Please reproduce the data exactly, excluding any pictures it contains.

##### Task input #####

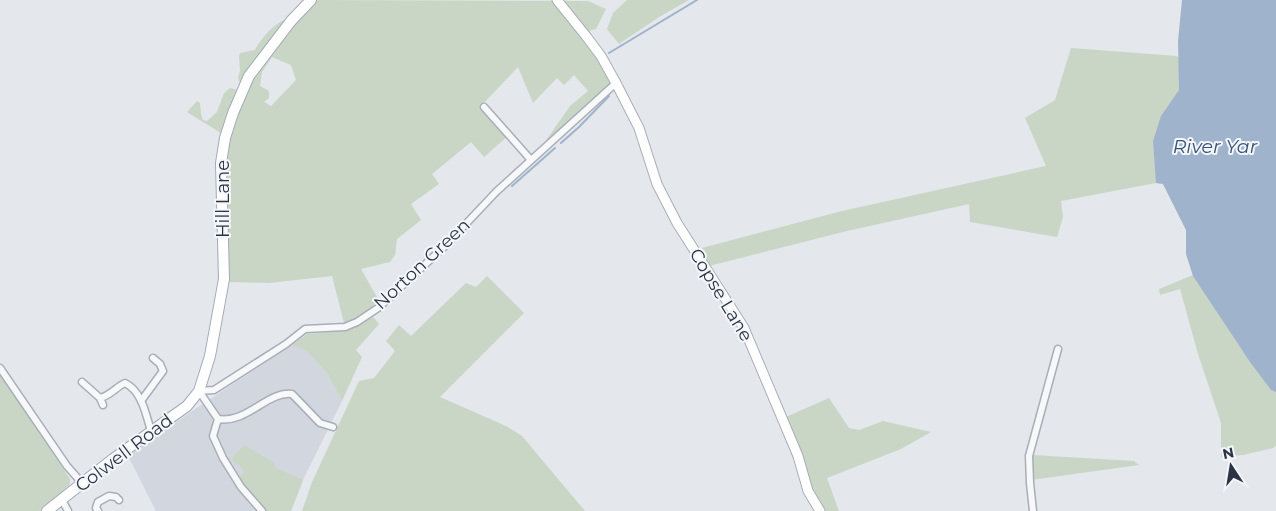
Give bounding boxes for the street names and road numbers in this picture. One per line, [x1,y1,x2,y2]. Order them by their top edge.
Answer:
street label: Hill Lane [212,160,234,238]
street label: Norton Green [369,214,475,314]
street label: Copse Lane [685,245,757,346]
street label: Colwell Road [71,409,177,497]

#####

• _Task solution_:
Give bounding boxes for the street names and road numbers in this picture. One per line, [x1,y1,x2,y2]. Order them by their top edge.
Answer:
street label: Hill Lane [212,160,234,238]
street label: Norton Green [369,214,475,314]
street label: Copse Lane [685,245,757,346]
street label: Colwell Road [71,409,177,497]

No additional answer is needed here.